HOUSE OF CARDS: Judy Dybwad and David Spivey star in Donald L. Coburn's masterpiece 'The Gin Game.' Photo courtesy of HART Theatre

When life deals you a bad hand, you’ve still got to learn to play the game. The deck is all shuffled and the stage is set for Donald L. Coburn’s masterpiece The Gin Game at HART Theatre’s Feichter Studio, showing through Sunday, Feb. 24.

Two elderly residents, Weller Martin (played by David Spivey) and Fonsia Dorsey (Judy Dybwad), meet on the sun porch of their run-down nursing home. When Weller invites Fonsia to his lonely card table to teach her how to play gin rummy, they ruminate over their families, their pasts and their current living conditions. However, their card game quickly develops into a match of wits, and Fonsia becomes fearful of the insecure Weller when her continuous triumphs send him into hysterics.

The Gin Game was chosen as the Pulitzer Prize for Drama winner of 1978. It is perhaps best remembered as being portrayed on Broadway by Hume Cronyn and Jessica Tandy. Tandy would go on to win the Tony Award for playing Fonsia.

Coburn’s script is still as edgy and fascinatingly minimalistic as it ever was. This is not an easy accomplishment considering the play’s card game is a metaphor on the challenges of aging. The continuous games between the two characters are basically all the action we get, and it becomes entrancing. It is easily one of the best-written plays in the last 50 years.

Needless to say, Spivey and Dybwad have a lot to live up to. There is an inherent connection between them from the very beginning. Both characters meet in disheveled loungewear, allowing for a glimpse of each other at their lowest point. As a bond begins to form between the characters, the costumes make it feel as if they are playing dress-up for each other, despite their dismal surroundings. However, this does cause the scene changes to run too long.

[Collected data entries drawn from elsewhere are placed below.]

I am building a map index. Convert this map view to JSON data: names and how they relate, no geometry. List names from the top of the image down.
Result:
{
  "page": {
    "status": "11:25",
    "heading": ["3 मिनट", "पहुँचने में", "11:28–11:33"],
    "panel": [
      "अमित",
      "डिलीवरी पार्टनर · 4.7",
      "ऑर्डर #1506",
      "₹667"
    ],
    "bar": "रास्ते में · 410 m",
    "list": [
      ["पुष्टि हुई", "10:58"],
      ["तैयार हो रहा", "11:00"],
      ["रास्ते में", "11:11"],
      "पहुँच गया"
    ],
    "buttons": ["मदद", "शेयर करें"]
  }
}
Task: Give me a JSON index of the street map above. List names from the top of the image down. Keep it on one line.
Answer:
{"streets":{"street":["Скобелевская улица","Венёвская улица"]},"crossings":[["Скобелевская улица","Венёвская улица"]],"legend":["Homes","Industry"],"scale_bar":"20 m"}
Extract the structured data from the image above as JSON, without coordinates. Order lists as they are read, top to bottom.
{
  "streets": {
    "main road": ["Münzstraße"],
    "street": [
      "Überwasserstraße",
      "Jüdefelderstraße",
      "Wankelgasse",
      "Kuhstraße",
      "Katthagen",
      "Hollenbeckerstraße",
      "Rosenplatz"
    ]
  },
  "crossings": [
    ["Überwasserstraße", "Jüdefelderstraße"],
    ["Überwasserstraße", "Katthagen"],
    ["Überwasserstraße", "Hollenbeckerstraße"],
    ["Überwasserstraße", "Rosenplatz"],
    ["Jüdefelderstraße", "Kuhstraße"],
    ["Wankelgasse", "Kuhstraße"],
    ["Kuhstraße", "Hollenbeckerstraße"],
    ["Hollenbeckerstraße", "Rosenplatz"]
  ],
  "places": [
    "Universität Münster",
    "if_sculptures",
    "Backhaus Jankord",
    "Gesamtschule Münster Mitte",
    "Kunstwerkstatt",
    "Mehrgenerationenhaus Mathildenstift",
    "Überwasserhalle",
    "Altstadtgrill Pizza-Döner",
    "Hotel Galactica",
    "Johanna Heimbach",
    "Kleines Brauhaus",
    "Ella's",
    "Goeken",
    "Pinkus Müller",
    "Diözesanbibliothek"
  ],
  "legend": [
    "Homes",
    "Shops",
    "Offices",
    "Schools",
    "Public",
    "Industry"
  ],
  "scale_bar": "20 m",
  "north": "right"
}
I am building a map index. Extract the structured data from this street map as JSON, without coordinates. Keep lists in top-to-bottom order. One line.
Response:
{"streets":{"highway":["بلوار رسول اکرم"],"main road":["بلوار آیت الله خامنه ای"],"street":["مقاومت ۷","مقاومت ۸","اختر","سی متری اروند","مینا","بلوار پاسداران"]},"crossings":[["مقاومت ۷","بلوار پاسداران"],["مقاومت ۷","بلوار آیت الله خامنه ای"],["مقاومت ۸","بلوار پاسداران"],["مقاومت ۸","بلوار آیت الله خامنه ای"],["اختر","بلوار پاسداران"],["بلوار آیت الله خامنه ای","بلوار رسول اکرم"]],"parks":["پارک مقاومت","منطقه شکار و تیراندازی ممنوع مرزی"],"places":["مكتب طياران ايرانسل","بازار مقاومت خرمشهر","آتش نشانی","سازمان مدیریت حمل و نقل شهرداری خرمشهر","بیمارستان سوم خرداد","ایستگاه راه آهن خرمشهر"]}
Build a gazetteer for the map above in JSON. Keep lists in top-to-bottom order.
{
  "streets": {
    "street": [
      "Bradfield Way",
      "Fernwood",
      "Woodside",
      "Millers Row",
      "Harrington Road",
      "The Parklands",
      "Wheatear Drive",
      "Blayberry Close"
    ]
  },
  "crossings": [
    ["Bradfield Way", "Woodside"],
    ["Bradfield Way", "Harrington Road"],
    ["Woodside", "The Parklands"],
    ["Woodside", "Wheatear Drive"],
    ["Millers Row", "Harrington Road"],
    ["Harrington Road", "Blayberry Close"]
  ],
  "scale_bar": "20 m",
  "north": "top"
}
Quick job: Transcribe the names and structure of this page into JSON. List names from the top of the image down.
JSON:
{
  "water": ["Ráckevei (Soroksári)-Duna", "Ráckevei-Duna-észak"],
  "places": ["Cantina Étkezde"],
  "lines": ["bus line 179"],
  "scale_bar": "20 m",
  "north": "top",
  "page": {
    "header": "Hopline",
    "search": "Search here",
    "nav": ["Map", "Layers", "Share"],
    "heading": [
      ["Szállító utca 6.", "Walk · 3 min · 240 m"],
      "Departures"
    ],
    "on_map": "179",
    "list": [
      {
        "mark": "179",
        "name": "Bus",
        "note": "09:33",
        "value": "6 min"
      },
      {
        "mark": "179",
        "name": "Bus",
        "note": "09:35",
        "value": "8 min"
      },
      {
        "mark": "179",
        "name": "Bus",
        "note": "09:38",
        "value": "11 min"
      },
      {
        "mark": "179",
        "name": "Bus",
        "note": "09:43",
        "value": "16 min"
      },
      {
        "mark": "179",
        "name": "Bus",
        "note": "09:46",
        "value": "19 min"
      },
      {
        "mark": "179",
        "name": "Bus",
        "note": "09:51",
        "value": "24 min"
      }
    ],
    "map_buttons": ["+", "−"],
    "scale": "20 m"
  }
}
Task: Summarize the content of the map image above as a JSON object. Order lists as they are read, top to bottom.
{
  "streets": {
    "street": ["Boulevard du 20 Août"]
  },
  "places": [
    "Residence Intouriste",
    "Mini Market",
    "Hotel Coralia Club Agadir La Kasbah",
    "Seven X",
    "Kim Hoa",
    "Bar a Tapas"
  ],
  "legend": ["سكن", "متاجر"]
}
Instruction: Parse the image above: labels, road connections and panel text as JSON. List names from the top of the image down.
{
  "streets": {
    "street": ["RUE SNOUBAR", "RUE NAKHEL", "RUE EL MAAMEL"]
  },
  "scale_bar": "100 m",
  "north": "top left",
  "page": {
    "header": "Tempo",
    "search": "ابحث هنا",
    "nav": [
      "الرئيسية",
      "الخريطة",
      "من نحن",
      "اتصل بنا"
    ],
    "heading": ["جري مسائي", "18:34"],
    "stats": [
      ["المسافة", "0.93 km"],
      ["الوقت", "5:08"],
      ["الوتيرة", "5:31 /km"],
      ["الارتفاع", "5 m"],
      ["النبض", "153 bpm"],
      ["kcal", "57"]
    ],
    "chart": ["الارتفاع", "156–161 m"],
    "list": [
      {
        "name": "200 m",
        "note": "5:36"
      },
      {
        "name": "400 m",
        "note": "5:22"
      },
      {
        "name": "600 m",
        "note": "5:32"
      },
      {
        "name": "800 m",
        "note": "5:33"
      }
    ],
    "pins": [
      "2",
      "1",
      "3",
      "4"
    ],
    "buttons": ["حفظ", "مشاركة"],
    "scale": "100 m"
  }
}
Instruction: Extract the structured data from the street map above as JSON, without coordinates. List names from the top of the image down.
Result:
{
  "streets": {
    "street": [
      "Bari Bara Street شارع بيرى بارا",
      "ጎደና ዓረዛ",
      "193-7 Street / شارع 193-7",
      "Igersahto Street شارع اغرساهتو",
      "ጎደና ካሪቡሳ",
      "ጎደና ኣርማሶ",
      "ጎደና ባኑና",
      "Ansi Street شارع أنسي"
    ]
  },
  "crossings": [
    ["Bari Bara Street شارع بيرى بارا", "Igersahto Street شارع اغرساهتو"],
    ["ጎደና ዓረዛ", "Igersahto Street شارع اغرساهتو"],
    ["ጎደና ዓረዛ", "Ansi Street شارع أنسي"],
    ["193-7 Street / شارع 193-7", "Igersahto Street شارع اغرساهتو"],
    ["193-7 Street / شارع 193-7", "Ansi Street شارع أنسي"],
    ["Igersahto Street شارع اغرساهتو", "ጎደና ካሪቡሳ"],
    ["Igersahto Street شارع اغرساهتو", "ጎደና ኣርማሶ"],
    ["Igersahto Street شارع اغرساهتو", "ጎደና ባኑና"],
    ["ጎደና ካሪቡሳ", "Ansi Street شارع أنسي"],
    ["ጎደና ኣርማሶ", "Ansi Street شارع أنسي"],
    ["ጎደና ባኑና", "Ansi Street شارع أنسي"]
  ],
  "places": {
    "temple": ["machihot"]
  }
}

Dybwad has the more ambiguous character. She is a woman holding onto something secret, possibly a manipulative past. Dybwad’s astute portrayal serves the production well. The delivery of her random curse words is effective when provoked by Weller’s blatant potty mouth.

Spivey is wonderful as the hard-edged man who seems to be losing touch with himself. When his face becomes flushed, we feel his inner emotion. The play’s message is nicely highlighted in his simple line, “I guess we just lived too long, Fonsia.”

Amazingly, the acting duo directed this production together with some help by Shelia Sumpter. While this certainly helped structure an emotional connection, it might not have brought the most interesting vision to the piece. Certain moments of sustained fear and anger, especially at the end of Act 1, need more fluidity. However, these two great veteran actors are capable of adding the necessary intensity. They are entertaining to watch.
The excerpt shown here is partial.